> Problem details: In the entries below, find every line holding the string "space" and collect it.

---

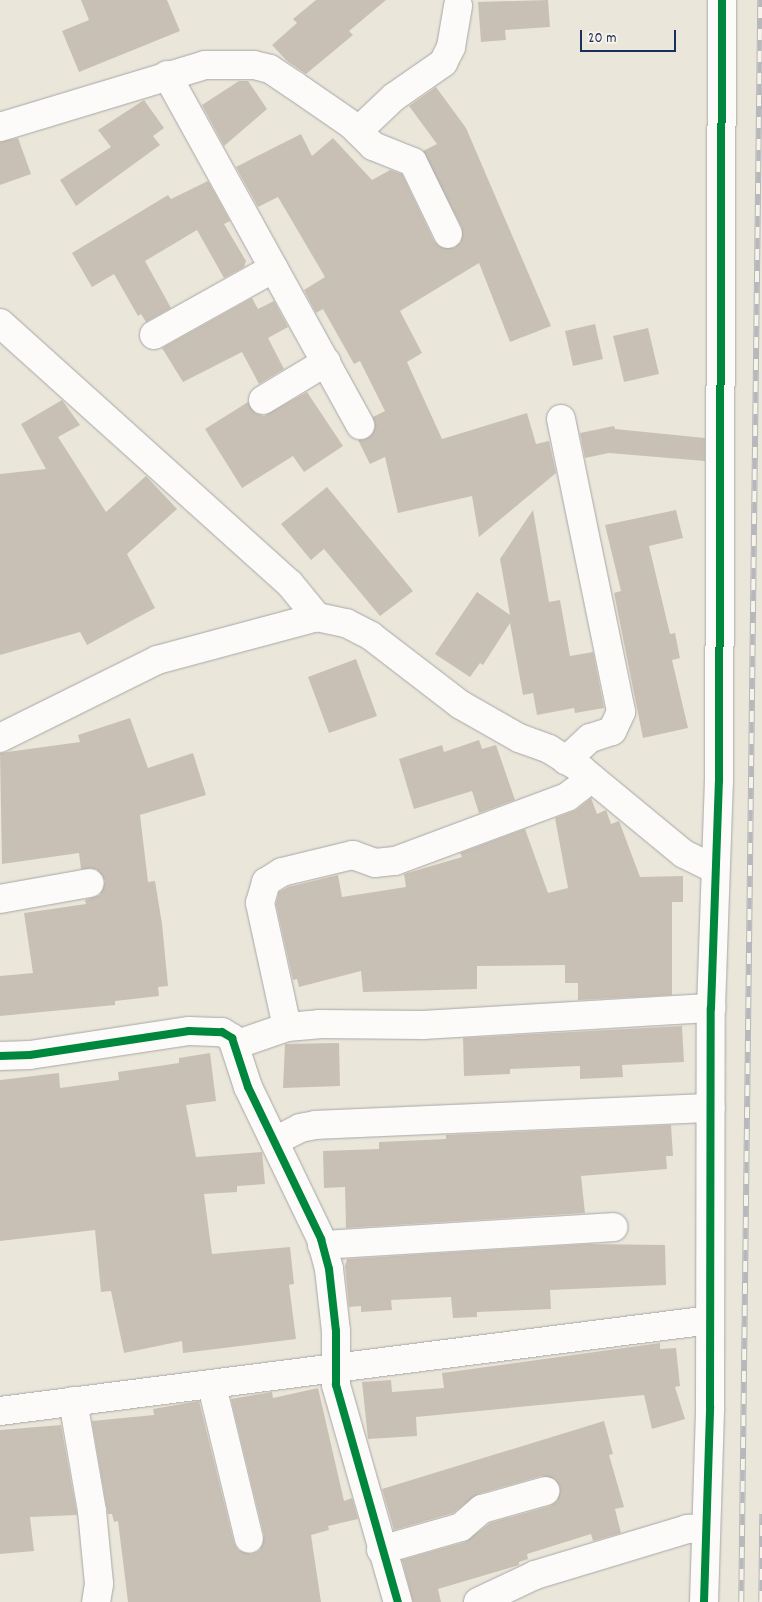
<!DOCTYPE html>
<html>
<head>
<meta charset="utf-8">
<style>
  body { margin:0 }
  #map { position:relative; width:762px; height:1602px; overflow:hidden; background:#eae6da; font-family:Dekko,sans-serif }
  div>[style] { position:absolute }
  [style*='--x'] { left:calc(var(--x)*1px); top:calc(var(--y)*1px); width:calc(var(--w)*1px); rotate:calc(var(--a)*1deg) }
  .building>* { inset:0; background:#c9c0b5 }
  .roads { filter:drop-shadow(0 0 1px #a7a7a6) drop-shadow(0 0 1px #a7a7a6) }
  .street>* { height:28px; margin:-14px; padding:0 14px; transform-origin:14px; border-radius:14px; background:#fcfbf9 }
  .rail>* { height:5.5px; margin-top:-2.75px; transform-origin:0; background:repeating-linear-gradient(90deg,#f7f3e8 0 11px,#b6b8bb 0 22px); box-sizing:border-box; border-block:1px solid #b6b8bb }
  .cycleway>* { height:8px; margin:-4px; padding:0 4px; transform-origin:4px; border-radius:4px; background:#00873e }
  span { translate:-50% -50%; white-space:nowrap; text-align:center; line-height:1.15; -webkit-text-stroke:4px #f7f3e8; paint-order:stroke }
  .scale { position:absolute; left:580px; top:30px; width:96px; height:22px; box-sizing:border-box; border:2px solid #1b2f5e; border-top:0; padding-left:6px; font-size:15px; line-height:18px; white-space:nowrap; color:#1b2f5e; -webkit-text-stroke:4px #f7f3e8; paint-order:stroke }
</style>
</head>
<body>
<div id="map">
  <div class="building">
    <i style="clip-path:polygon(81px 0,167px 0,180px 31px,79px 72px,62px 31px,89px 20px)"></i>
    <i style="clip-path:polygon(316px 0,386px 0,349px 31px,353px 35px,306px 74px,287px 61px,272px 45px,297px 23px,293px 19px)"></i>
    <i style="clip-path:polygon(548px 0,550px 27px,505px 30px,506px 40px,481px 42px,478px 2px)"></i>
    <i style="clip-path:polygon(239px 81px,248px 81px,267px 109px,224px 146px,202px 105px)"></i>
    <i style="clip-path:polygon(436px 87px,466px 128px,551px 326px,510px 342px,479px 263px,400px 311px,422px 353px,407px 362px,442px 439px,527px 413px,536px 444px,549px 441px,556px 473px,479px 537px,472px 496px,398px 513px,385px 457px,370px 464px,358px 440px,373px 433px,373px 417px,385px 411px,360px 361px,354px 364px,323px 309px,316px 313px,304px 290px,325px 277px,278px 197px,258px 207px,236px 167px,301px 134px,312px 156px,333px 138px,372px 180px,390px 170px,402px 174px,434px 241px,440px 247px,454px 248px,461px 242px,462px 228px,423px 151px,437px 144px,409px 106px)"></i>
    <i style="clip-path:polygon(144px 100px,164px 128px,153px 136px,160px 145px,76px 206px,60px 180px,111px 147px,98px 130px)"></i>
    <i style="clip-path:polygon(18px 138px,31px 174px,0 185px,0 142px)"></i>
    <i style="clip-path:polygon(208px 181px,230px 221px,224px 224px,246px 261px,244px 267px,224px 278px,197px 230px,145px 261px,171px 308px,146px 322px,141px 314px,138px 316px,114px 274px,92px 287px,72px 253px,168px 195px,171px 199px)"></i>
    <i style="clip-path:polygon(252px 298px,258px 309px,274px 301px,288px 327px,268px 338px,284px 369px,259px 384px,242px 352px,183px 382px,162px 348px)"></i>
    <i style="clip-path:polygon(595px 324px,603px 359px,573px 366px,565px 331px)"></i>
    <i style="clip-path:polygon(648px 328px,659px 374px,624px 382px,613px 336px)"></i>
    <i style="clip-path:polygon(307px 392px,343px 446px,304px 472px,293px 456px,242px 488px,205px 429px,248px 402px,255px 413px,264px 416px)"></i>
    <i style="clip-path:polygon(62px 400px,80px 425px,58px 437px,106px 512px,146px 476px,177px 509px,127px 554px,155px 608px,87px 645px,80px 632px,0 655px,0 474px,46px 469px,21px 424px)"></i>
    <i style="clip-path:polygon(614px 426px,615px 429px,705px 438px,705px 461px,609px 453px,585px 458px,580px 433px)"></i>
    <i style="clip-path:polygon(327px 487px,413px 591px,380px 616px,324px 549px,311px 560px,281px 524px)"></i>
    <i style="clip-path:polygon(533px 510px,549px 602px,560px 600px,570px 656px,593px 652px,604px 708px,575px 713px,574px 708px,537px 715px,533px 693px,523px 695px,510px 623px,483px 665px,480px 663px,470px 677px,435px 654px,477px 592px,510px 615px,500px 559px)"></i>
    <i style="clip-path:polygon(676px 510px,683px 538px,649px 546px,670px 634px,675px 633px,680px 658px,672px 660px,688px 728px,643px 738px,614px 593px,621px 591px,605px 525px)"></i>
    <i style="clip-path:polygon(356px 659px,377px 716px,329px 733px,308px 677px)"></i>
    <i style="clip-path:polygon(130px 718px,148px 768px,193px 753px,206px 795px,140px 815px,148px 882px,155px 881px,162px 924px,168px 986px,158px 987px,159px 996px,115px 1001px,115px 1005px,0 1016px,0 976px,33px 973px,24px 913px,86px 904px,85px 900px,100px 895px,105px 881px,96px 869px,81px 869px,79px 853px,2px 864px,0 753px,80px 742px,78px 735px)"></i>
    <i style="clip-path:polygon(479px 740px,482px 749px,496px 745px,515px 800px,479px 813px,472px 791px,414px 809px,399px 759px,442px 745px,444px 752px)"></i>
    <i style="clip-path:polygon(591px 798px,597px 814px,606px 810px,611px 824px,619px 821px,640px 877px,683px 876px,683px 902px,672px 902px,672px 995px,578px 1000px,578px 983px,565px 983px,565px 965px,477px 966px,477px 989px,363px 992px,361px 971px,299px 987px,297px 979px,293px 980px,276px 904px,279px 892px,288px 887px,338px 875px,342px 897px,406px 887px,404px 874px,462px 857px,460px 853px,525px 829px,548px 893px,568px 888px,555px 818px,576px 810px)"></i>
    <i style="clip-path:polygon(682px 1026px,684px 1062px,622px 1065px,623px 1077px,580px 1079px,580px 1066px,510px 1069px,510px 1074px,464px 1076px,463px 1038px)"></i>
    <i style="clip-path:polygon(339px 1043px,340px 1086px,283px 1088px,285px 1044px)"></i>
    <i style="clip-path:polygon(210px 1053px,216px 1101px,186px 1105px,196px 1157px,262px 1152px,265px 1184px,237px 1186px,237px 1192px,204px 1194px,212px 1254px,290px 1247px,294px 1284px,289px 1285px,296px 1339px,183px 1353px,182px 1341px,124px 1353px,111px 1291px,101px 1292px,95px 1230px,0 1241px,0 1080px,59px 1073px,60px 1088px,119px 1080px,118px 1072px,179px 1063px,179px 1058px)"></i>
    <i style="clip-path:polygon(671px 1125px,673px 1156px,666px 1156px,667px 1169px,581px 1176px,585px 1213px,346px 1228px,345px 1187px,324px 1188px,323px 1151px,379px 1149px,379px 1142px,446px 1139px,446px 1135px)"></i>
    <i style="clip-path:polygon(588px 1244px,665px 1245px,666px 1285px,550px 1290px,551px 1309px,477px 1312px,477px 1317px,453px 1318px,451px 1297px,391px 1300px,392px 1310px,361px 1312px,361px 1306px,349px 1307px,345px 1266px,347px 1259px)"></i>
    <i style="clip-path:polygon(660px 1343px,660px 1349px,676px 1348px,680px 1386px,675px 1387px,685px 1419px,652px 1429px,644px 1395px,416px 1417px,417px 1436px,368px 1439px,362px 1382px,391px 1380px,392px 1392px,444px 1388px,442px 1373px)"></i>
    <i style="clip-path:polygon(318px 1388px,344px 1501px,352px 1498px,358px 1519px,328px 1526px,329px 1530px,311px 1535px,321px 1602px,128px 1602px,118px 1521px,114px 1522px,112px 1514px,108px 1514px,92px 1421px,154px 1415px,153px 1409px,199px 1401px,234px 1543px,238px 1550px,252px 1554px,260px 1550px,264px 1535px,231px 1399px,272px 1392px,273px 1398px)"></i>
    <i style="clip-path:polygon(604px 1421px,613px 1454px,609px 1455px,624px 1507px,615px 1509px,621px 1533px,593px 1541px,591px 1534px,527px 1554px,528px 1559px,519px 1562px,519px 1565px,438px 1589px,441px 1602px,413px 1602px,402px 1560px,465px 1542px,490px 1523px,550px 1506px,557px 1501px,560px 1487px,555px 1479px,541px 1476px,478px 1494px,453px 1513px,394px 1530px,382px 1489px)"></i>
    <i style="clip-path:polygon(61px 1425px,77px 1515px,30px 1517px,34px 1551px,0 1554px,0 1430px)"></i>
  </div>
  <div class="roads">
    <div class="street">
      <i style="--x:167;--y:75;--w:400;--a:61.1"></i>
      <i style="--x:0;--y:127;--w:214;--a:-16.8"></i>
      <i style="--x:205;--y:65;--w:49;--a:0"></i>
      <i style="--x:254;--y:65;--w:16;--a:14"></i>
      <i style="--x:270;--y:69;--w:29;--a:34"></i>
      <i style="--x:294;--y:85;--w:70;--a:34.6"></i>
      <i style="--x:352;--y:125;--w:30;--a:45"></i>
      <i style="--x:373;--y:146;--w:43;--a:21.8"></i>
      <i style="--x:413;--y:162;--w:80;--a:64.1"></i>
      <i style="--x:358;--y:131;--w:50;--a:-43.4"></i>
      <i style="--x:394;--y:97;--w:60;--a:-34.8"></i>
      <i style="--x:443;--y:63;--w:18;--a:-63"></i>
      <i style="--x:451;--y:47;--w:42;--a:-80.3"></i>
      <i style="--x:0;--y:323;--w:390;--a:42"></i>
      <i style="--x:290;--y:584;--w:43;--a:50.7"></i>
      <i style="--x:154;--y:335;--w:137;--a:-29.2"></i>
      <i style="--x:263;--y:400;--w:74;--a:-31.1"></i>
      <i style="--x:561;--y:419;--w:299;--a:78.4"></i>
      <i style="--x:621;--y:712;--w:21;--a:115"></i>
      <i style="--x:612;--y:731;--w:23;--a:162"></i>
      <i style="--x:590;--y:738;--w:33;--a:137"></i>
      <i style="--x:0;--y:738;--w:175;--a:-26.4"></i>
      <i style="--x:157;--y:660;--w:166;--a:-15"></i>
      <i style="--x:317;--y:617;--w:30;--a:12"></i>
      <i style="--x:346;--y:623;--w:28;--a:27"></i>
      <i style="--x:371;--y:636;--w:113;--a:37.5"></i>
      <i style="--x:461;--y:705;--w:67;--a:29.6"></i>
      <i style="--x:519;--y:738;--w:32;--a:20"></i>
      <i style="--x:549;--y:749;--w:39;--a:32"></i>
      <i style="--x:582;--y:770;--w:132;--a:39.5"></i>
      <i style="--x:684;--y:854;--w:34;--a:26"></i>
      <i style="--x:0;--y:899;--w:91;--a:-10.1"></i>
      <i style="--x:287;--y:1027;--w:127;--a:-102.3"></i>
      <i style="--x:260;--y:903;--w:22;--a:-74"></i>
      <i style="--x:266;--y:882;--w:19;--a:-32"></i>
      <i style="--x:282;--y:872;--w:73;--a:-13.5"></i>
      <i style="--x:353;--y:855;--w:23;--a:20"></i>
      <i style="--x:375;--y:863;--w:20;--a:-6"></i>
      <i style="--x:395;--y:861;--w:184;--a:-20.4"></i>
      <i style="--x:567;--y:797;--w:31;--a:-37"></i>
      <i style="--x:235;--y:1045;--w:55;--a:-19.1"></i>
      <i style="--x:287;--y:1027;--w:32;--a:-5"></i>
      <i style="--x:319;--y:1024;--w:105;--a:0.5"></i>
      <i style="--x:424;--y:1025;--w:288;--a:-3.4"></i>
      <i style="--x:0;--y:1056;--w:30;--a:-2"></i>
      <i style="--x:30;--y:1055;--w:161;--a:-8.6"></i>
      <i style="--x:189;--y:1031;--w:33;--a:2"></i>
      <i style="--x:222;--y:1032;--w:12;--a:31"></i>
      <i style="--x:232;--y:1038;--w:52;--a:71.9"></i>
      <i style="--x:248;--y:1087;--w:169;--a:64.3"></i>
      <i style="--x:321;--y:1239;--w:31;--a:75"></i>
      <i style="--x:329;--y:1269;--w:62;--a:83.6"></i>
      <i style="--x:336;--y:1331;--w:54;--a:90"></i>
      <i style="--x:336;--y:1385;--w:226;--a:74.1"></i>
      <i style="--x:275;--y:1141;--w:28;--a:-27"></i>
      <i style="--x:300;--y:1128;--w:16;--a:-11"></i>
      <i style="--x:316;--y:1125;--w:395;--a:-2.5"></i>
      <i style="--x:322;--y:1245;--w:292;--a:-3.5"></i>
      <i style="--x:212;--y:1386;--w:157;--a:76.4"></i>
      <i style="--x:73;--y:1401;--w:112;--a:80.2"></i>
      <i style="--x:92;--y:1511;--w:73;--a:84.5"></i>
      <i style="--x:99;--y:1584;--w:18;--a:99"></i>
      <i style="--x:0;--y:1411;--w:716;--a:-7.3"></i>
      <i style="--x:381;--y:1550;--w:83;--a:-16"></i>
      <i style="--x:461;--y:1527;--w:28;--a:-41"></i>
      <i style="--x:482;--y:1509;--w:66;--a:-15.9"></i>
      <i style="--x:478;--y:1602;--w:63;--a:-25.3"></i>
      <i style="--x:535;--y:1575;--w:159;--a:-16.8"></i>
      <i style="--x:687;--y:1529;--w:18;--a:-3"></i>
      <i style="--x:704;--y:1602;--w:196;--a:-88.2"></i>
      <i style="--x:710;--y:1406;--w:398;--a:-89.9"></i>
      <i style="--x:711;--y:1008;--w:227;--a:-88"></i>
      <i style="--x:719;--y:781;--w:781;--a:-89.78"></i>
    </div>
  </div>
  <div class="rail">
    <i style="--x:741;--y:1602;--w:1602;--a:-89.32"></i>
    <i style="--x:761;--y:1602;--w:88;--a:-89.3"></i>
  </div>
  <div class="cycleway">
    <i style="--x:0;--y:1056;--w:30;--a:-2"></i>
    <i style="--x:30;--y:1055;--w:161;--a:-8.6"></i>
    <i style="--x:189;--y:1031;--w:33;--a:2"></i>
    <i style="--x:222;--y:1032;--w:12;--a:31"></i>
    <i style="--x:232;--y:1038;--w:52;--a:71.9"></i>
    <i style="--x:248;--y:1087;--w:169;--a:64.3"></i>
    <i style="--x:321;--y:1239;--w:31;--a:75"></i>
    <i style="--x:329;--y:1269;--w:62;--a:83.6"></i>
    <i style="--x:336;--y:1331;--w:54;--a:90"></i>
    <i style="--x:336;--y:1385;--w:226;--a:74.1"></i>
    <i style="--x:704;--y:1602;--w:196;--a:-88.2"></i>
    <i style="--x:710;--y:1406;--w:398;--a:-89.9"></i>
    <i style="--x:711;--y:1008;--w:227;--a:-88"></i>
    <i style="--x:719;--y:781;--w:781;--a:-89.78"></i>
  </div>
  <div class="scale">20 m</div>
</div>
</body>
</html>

---

> Output for this task:
  span { translate:-50% -50%; white-space:nowrap; text-align:center; line-height:1.15; -webkit-text-stroke:4px #f7f3e8; paint-order:stroke }
  .scale { position:absolute; left:580px; top:30px; width:96px; height:22px; box-sizing:border-box; border:2px solid #1b2f5e; border-top:0; padding-left:6px; font-size:15px; line-height:18px; white-space:nowrap; color:#1b2f5e; -webkit-text-stroke:4px #f7f3e8; paint-order:stroke }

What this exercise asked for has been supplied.